=== EXCERPTED DATA ===

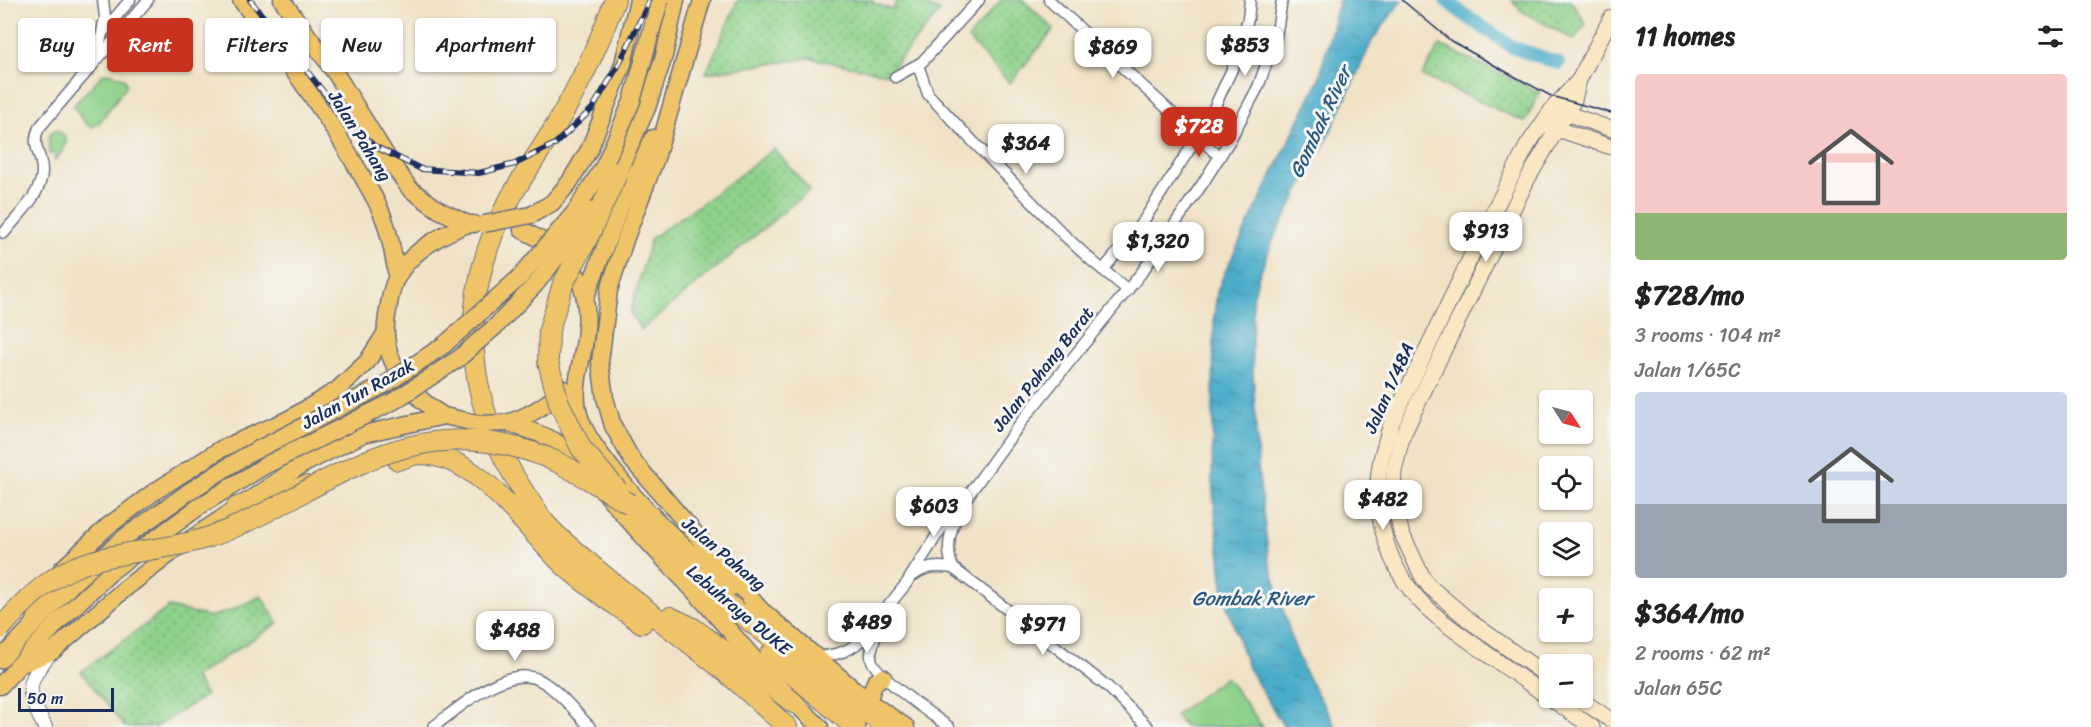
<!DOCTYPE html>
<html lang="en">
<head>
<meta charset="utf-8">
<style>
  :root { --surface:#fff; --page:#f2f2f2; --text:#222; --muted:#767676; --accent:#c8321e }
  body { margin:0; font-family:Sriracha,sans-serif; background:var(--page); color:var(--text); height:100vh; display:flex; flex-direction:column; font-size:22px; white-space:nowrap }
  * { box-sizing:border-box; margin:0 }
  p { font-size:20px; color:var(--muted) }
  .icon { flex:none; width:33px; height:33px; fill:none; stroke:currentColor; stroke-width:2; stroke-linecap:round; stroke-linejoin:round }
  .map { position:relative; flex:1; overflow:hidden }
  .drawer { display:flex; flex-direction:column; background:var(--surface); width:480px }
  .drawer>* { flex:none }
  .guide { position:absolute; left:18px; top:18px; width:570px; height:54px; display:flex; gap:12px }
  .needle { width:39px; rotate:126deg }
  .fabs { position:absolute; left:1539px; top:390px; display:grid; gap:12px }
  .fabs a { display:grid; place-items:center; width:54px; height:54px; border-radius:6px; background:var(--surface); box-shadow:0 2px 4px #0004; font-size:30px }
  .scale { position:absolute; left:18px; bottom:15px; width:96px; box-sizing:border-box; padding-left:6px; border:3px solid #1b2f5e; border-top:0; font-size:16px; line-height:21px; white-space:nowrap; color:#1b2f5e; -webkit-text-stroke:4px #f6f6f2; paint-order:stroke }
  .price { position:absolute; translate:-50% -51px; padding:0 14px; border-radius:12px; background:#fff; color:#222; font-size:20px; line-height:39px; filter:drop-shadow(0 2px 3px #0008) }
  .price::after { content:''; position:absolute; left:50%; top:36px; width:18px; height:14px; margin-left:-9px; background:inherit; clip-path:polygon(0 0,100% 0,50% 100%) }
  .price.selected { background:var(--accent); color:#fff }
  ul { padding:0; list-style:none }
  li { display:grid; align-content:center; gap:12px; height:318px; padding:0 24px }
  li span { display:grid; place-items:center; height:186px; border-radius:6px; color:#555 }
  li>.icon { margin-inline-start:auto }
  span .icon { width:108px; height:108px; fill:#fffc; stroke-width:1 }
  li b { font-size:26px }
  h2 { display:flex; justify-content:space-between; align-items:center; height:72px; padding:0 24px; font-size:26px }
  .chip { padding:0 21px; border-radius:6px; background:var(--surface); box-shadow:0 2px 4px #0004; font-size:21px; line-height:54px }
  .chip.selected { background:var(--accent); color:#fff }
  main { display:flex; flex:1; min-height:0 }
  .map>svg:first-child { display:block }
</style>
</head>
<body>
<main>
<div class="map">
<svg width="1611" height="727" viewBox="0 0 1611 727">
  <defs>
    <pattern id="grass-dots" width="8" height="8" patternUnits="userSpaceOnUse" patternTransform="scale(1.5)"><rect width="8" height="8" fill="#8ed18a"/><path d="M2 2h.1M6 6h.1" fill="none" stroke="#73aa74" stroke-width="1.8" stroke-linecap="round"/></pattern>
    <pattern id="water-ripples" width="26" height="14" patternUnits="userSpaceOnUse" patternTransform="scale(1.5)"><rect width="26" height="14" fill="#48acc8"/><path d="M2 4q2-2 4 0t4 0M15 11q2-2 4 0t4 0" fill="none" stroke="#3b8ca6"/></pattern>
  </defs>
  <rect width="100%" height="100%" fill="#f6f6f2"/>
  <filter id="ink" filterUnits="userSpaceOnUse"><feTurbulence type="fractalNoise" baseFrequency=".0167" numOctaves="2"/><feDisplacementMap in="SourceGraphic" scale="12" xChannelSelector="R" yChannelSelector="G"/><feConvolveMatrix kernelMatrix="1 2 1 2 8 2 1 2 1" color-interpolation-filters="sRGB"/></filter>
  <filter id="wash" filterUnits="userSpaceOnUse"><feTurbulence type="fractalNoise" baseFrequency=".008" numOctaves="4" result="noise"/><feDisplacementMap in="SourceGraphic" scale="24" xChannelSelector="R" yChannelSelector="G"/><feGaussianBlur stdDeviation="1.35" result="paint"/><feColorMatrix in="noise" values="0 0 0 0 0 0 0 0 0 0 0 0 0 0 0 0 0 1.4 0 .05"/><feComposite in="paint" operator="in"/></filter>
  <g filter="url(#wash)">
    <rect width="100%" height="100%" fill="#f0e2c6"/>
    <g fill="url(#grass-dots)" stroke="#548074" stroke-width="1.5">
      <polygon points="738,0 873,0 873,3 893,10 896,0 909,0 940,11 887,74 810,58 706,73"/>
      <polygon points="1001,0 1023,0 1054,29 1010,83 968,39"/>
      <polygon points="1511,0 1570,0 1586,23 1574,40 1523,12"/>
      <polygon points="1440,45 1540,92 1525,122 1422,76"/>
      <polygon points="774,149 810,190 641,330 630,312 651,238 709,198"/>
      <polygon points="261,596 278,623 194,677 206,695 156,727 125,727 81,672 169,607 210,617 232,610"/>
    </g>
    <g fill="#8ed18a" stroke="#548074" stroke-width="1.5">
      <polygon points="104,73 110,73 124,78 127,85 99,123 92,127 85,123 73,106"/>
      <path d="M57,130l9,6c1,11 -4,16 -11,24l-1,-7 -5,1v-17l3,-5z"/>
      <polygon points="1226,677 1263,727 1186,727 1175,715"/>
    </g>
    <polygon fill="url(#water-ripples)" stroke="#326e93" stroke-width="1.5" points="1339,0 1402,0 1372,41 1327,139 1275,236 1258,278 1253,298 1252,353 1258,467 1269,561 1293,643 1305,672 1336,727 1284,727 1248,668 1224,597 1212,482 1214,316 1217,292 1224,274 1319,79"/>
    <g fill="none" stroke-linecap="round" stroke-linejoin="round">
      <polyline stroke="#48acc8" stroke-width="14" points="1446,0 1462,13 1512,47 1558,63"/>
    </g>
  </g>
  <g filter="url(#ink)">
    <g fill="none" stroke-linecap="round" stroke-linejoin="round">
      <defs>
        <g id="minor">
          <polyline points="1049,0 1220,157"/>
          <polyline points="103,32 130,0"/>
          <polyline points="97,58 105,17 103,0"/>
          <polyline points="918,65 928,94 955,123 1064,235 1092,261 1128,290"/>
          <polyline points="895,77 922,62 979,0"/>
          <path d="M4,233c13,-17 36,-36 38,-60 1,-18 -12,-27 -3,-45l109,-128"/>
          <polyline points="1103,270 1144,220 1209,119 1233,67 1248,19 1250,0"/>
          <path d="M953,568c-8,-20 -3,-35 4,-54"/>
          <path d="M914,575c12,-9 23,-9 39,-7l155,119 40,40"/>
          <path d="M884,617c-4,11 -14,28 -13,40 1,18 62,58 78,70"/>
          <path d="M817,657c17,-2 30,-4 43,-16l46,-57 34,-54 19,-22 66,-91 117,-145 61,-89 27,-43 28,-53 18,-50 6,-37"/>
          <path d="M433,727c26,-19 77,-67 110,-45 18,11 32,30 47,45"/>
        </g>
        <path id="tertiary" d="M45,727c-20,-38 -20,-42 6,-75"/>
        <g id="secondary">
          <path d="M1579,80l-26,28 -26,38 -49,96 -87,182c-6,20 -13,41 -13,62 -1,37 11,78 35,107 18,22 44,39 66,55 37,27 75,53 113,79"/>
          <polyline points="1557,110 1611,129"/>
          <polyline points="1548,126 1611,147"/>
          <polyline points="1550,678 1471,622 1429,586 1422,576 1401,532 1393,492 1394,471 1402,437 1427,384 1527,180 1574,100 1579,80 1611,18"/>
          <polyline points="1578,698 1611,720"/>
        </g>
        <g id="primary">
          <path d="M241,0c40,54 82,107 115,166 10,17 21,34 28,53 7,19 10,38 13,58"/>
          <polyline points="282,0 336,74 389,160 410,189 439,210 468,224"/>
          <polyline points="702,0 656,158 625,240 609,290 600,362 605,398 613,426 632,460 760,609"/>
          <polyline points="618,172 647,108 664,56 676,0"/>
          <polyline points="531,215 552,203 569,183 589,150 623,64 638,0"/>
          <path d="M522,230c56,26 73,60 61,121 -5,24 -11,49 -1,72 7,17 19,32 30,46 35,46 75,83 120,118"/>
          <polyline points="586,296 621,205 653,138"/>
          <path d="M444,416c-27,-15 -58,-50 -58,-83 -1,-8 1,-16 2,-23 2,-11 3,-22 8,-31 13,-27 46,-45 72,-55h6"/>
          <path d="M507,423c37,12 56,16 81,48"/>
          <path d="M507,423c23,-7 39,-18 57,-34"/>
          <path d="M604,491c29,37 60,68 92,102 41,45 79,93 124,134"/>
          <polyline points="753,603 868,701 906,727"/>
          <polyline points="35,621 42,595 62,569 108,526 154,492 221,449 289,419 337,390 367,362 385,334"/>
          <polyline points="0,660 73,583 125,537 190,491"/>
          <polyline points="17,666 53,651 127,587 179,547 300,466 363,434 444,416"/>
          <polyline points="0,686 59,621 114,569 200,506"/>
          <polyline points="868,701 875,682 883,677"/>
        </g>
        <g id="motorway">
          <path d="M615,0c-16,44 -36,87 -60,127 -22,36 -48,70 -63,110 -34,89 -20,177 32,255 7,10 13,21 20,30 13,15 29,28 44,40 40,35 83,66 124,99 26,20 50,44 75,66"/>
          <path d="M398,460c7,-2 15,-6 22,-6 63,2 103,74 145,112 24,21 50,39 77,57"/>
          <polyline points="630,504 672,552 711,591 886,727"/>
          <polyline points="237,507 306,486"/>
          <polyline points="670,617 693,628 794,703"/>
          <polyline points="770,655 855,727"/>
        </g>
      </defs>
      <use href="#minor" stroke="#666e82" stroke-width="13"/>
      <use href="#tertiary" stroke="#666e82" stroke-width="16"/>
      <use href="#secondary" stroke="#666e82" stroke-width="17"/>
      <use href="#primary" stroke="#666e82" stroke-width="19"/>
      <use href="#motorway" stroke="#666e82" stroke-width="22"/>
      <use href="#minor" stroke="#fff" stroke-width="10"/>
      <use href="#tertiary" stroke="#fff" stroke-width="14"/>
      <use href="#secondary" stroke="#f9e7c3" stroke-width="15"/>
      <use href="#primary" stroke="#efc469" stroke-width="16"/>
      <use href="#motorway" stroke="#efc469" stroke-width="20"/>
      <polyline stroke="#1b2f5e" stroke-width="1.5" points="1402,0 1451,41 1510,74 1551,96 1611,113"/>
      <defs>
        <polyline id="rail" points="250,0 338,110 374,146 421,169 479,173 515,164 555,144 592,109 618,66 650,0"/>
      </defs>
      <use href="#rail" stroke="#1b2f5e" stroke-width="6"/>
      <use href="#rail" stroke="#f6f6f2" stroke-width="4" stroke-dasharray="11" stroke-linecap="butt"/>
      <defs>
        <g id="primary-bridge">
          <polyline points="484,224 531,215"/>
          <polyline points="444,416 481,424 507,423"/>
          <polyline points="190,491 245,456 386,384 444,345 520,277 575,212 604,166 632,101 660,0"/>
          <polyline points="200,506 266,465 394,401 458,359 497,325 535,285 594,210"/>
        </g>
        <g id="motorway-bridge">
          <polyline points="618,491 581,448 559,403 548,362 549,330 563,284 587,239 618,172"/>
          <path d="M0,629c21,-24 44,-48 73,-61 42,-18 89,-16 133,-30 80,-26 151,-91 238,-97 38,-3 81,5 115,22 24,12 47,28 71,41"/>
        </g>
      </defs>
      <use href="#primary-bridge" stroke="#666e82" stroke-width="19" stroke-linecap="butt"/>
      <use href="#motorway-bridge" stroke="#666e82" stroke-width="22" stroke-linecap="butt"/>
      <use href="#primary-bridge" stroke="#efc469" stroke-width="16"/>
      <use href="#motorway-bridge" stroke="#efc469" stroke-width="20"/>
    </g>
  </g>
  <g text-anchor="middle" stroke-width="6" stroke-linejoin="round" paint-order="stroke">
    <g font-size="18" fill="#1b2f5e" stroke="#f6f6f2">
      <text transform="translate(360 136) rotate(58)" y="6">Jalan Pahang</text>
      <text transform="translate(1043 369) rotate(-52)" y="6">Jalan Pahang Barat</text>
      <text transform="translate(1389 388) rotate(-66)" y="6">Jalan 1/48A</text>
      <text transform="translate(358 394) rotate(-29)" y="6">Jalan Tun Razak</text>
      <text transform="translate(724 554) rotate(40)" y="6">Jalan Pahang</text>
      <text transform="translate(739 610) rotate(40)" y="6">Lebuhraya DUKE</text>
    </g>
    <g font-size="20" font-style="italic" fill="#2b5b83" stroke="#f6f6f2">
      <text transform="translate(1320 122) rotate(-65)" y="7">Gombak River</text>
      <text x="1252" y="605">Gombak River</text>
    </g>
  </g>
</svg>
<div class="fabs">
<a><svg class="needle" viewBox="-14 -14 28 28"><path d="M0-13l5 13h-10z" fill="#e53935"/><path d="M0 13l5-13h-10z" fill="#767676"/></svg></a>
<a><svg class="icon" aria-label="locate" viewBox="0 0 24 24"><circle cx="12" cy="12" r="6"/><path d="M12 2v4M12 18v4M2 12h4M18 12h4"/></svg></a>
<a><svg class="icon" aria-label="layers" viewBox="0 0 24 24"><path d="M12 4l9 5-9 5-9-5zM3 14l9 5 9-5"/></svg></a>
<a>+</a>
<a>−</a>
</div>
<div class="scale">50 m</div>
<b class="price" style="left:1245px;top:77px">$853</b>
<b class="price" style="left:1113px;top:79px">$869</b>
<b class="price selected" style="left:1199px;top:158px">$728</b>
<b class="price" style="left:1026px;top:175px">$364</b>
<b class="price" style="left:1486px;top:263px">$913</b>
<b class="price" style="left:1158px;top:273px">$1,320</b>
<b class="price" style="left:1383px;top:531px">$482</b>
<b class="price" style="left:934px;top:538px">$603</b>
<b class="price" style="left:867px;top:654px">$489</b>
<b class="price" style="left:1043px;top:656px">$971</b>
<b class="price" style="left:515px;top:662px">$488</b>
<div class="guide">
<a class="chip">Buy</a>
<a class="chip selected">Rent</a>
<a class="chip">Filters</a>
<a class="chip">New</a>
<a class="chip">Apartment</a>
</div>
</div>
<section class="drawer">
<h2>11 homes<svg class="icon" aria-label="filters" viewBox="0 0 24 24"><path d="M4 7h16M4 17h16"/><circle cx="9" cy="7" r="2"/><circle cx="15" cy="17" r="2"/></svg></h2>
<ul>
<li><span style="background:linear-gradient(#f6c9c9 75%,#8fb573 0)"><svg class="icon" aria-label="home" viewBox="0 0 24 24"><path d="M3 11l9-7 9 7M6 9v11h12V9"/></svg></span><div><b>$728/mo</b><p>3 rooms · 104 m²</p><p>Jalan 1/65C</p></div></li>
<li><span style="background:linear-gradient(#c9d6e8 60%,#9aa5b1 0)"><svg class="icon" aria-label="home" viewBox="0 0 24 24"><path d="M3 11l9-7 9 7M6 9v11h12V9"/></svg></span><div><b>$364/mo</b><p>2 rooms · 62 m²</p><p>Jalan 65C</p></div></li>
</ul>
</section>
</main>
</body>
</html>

===

TASK GOAL:
Looking at the entries above, state how many lines contain "gradient"; give the number alone.

YOUR SOLUTION:
2